[DATA PROVIDED]
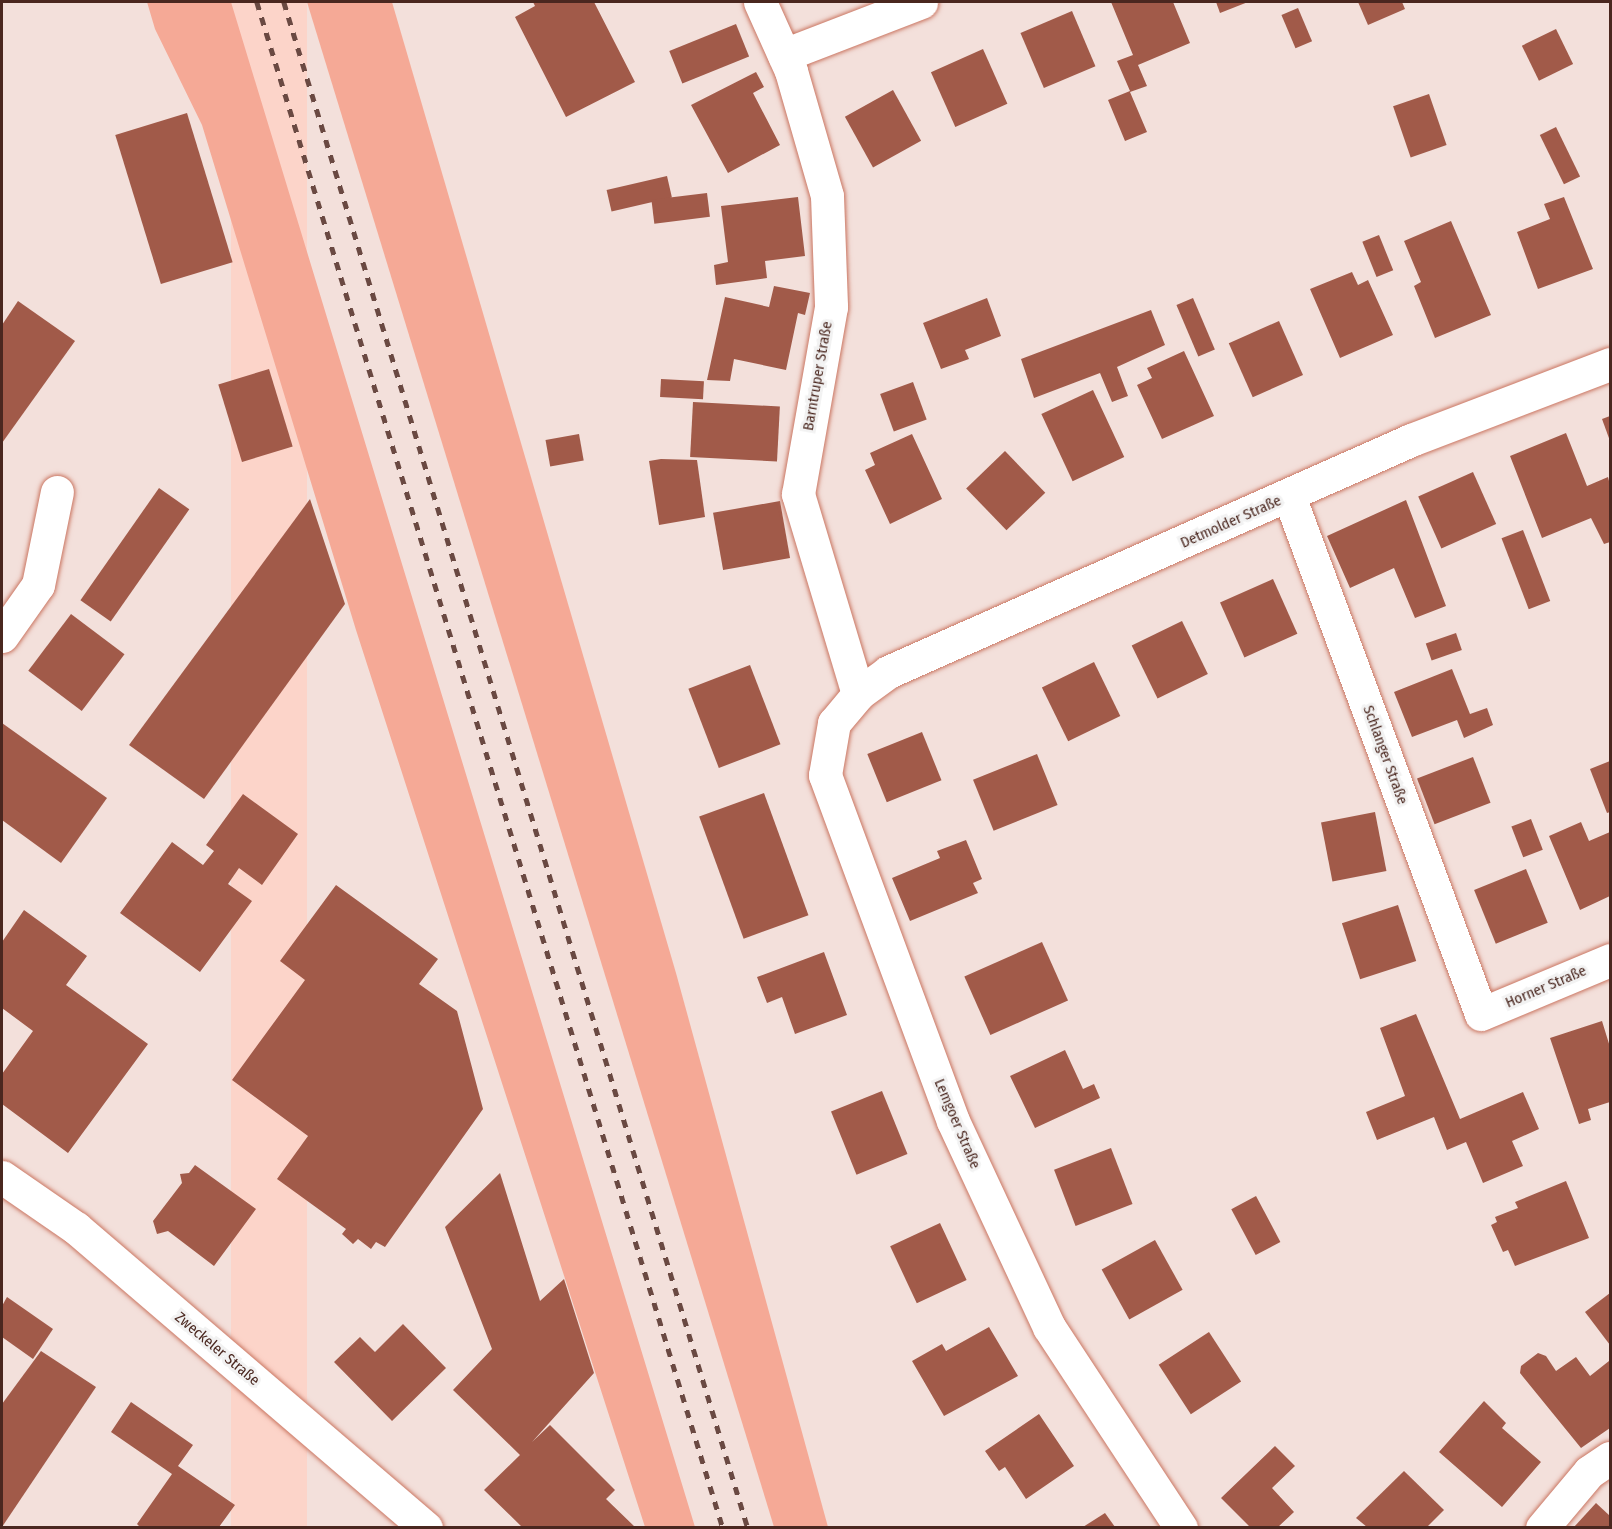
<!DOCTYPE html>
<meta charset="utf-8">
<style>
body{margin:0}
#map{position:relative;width:1612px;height:1529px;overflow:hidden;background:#f3e0db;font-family:"Fira Sans Condensed",sans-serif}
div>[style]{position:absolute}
.built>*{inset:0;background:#fcd4c9;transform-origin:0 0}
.green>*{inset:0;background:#f5a996}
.building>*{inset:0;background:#a15a49;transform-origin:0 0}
.roads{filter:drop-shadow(0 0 2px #ca7662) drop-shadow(0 0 2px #ca7662)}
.minor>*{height:33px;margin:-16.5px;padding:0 16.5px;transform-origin:16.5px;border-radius:16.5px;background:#fff}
.rail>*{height:4.5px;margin-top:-2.25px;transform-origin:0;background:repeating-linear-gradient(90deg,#6a4942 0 8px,transparent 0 16px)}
span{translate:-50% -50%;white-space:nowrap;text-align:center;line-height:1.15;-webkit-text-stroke:6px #f2f2f2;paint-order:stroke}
.street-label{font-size:15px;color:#4a271f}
.frame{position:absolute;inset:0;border:3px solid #4a271f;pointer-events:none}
</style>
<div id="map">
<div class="built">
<div style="left:231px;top:2px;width:76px;height:1594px"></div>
</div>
<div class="green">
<div style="clip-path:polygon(147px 2px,231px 2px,695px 1527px,645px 1527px,356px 630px,202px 125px,155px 29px)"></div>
<div style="clip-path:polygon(307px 2px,392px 2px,676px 973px,828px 1527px,774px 1527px)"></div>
</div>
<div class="building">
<div style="clip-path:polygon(533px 2px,594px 2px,635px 82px,566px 117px,515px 17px,535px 6px)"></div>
<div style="clip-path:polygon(1111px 2px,1173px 2px,1190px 43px,1138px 65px,1147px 86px,1130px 92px,1147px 132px,1125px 141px,1108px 100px,1130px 91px,1117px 61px,1133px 55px)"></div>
<div style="clip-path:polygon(1216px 2px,1248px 2px,1220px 13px)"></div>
<div style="clip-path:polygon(1358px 2px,1402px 2px,1405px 9px,1368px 25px)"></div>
<div style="left:1298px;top:8px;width:36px;height:18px;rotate:67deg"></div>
<div style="left:1072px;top:11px;width:60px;height:56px;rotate:67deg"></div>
<div style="left:736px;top:24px;width:35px;height:72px;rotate:68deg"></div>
<div style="left:1556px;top:29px;width:39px;height:38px;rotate:64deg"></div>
<div style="left:983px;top:49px;width:60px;height:57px;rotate:66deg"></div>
<div style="clip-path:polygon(756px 72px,764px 87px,753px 93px,780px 145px,728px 173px,691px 105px)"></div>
<div style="left:893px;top:90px;width:58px;height:55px;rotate:61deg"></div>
<div style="left:1429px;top:94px;width:54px;height:38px;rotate:71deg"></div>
<div style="left:187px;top:113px;width:156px;height:75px;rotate:73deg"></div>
<div style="left:1556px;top:127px;width:55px;height:18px;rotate:64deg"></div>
<div style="left:667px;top:176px;width:22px;height:62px;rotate:77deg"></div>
<div style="left:707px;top:193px;width:24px;height:56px;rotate:83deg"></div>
<div style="clip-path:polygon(798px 197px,805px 256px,765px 261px,767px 278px,716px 285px,714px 265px,728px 262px,721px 206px)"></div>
<div style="clip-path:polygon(1564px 197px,1593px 269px,1538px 289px,1517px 232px,1550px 219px,1544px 204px)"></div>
<div style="clip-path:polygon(1451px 221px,1491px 315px,1435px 338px,1414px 286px,1421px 282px,1404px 241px)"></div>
<div style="left:1379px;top:235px;width:38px;height:18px;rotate:68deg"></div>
<div style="clip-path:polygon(1352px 272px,1358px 285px,1368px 280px,1393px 335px,1340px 358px,1310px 289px)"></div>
<div style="clip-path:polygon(774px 286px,810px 293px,805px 315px,798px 313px,786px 370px,734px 359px,730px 381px,707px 380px,725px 297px,769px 307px)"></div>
<div style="clip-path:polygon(987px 298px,1001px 336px,965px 350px,969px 359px,941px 369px,923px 323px)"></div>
<div style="left:1193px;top:298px;width:56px;height:18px;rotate:67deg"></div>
<div style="clip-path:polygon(18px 301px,75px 341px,2px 443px,2px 325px)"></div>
<div style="clip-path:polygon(1151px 310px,1165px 345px,1117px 367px,1128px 396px,1112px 402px,1100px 373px,1034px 398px,1021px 359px)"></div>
<div style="left:1279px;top:321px;width:59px;height:55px;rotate:66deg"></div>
<div style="clip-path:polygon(1184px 351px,1214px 416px,1162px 439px,1137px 385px,1152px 378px,1147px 368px)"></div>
<div style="left:269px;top:369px;width:81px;height:53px;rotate:73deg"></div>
<div style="left:661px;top:379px;width:43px;height:18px;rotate:3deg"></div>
<div style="left:913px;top:382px;width:40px;height:35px;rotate:70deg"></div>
<div style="left:1093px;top:390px;width:74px;height:57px;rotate:65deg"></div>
<div style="left:693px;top:402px;width:87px;height:55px;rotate:3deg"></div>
<div style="clip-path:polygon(1610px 416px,1610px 441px,1602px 419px)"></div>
<div style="clip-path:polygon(1566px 433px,1587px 486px,1608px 477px,1610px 485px,1610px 542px,1604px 544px,1591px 518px,1542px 538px,1510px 456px)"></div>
<div style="left:579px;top:434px;width:27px;height:34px;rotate:80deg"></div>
<div style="clip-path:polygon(912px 434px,942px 499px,890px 524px,865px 470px,875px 465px,870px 453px)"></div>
<div style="left:1005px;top:451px;width:58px;height:54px;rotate:46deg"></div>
<div style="clip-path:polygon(661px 459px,697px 460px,705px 517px,659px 525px,649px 461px)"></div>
<div style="left:1473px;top:472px;width:57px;height:60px;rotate:66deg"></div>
<div style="left:159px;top:488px;width:37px;height:137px;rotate:35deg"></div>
<div style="clip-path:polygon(310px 499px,345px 604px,204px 799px,129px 745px)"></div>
<div style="clip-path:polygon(1406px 500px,1446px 606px,1415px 618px,1394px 568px,1350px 588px,1327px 536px)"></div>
<div style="left:780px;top:501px;width:58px;height:68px;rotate:80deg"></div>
<div style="left:1523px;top:530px;width:76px;height:23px;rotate:69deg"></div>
<div style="left:1273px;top:579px;width:60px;height:58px;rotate:66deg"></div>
<div style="left:71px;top:614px;width:67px;height:71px;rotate:37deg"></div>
<div style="left:1182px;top:621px;width:59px;height:56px;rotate:64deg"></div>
<div style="left:1456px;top:633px;width:18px;height:32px;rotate:71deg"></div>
<div style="left:1094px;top:662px;width:60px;height:58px;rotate:64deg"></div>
<div style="left:750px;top:665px;width:85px;height:66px;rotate:69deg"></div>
<div style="clip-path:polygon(1452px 669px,1470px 714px,1487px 708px,1493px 725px,1464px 738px,1457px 720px,1412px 737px,1394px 692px)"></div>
<div style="clip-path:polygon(2px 723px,107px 798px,61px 863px,2px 820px)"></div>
<div style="left:922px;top:732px;width:52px;height:59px;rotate:68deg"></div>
<div style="left:1037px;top:754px;width:55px;height:69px;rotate:68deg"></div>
<div style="left:1473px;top:757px;width:49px;height:60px;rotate:69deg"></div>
<div style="clip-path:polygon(1610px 761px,1610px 812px,1607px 813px,1590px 769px)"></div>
<div style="left:764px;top:793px;width:130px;height:69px;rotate:70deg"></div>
<div style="clip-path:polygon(243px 794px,298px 834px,262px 885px,239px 868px,228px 884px,252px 901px,200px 972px,120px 913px,172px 842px,203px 865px,214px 851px,206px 845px)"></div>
<div style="left:1375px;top:812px;width:60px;height:55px;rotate:79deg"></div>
<div style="left:1531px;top:819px;width:33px;height:21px;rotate:69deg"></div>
<div style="clip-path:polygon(1581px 822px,1589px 841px,1610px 832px,1610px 896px,1580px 910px,1549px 836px)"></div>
<div style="clip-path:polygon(966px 840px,982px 879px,973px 883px,978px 893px,910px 921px,892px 878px,940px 858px,937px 851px)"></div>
<div style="left:1526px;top:869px;width:58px;height:56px;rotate:68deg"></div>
<div style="clip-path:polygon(336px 885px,438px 959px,419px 984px,457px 1011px,483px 1109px,385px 1247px,376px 1242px,371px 1249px,358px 1239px,353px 1244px,342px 1234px,346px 1229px,277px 1179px,308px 1136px,232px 1080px,305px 980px,280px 961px)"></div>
<div style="left:1398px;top:905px;width:59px;height:59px;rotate:72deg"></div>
<div style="clip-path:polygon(24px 910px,87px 956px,66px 985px,148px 1044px,68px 1153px,2px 1104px,2px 1074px,33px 1031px,2px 1008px,2px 942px)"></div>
<div style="left:1042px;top:942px;width:64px;height:85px;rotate:66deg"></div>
<div style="clip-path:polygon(824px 952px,847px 1015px,795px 1034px,782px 997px,767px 1003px,757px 977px)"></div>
<div style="clip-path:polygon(1416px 1014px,1460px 1119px,1523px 1092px,1539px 1129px,1512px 1141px,1523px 1166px,1483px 1183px,1466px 1142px,1447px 1150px,1434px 1117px,1377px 1140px,1366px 1112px,1405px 1096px,1380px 1028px)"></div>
<div style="clip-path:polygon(1602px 1021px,1610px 1047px,1610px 1102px,1588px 1109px,1591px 1120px,1579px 1124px,1550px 1038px)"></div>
<div style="clip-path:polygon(1065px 1050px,1083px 1089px,1094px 1084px,1100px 1098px,1035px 1128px,1010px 1076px)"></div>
<div style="left:882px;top:1091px;width:68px;height:55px;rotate:68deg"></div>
<div style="left:1111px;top:1148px;width:60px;height:61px;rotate:69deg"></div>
<div style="clip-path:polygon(195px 1165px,256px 1209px,214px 1266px,168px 1231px,157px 1234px,153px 1221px,182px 1183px,180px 1174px,189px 1173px)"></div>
<div style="clip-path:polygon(500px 1173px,540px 1301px,564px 1279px,594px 1373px,532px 1442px,550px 1425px,615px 1490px,606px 1499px,635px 1527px,522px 1527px,484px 1490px,520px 1455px,453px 1390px,492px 1349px,445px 1227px)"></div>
<div style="clip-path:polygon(1566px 1181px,1589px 1238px,1515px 1266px,1508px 1250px,1503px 1252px,1491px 1225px,1497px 1222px,1495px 1217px,1518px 1208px,1515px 1202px)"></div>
<div style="left:1256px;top:1196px;width:52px;height:28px;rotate:62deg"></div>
<div style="left:940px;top:1223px;width:63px;height:55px;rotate:65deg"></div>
<div style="left:1155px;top:1240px;width:57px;height:61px;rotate:61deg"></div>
<div style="clip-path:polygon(1610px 1293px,1610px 1345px,1585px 1312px)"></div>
<div style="clip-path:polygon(7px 1297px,53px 1329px,33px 1359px,2px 1337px,2px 1306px)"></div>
<div style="clip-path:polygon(403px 1324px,446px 1368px,392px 1421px,334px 1362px,360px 1337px,375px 1352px)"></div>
<div style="clip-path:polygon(989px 1327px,1018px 1376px,944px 1416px,912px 1361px,942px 1344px,946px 1351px)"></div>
<div style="left:1209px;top:1332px;width:59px;height:60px;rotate:57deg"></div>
<div style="clip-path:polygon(41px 1351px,96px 1387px,2px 1527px,2px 1404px)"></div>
<div style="clip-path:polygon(1538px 1353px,1546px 1356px,1556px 1371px,1576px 1357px,1590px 1376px,1609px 1361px,1610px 1428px,1581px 1448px,1520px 1373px,1521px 1366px)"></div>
<div style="clip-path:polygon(1484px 1401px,1506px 1423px,1502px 1428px,1541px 1462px,1502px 1507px,1439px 1452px)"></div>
<div style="clip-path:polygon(131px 1402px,193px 1445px,178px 1466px,235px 1505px,219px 1527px,140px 1527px,137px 1524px,172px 1474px,111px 1432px)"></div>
<div style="clip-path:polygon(1039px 1414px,1074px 1466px,1026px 1499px,1005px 1467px,999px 1471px,985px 1451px)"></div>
<div style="clip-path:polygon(1275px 1446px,1295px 1466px,1272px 1488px,1294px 1512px,1278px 1527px,1250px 1527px,1221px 1498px)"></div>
<div style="clip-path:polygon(1404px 1471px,1444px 1510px,1427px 1527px,1367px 1527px,1356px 1518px)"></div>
<div style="clip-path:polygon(1596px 1503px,1610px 1516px,1610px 1527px,1574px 1527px)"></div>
<div style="clip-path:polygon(1105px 1513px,1115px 1527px,1083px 1527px)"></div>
</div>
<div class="roads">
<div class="minor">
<div style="left:760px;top:2px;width:76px;rotate:65.8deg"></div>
<div style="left:791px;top:71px;width:130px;rotate:73.9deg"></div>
<div style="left:827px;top:196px;width:111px;rotate:87.9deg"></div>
<div style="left:831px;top:307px;width:190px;rotate:100deg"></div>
<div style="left:798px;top:494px;width:209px;rotate:73.3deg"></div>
<div style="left:784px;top:55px;width:147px;rotate:-21.1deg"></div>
<div style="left:1289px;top:496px;width:552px;rotate:69.66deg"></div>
<div style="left:1481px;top:1014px;width:140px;rotate:-22.7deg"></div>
<div style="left:2px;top:636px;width:62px;rotate:-54.8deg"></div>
<div style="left:38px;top:585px;width:95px;rotate:-78.5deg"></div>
<div style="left:2px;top:1177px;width:90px;rotate:34.6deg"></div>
<div style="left:76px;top:1228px;width:461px;rotate:40.6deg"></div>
<div style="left:1181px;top:1528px;width:240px;rotate:-123.3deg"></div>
<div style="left:1049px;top:1327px;width:227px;rotate:-115deg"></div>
<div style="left:953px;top:1121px;width:369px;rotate:-110.3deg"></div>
<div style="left:825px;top:775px;width:53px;rotate:-80.2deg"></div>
<div style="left:834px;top:723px;width:38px;rotate:-50deg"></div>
<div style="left:858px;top:694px;width:37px;rotate:-36deg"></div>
<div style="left:888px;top:672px;width:572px;rotate:-23.92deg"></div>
<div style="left:1411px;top:440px;width:213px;rotate:-20.9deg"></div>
<div style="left:1542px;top:1528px;width:73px;rotate:-50deg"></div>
<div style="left:1589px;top:1472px;width:25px;rotate:-34deg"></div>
</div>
</div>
<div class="rail">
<div style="left:257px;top:2px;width:1596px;rotate:73.02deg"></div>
<div style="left:284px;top:2px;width:1595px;rotate:73.09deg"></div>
</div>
<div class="street-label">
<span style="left:818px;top:376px;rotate:-80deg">Barntruper Straße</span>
<span style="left:1231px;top:522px;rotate:-24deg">Detmolder Straße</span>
<span style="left:1385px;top:755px;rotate:70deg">Schlanger Straße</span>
<span style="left:1546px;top:987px;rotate:-23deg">Horner Straße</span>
<span style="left:957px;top:1124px;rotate:67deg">Lemgoer Straße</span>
<span style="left:217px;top:1349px;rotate:40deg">Zweckeler Straße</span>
</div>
<div class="frame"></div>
</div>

[WHAT YOU NEED TO DO] Restate word for word every line from the top of the entries above to the line with "2px #ca7662) drop-shadow(0", inclusive, and skip any pictures.

[OUTPUT BELOW]
<!DOCTYPE html>
<meta charset="utf-8">
<style>
body{margin:0}
#map{position:relative;width:1612px;height:1529px;overflow:hidden;background:#f3e0db;font-family:"Fira Sans Condensed",sans-serif}
div>[style]{position:absolute}
.built>*{inset:0;background:#fcd4c9;transform-origin:0 0}
.green>*{inset:0;background:#f5a996}
.building>*{inset:0;background:#a15a49;transform-origin:0 0}
.roads{filter:drop-shadow(0 0 2px #ca7662) drop-shadow(0 0 2px #ca7662)}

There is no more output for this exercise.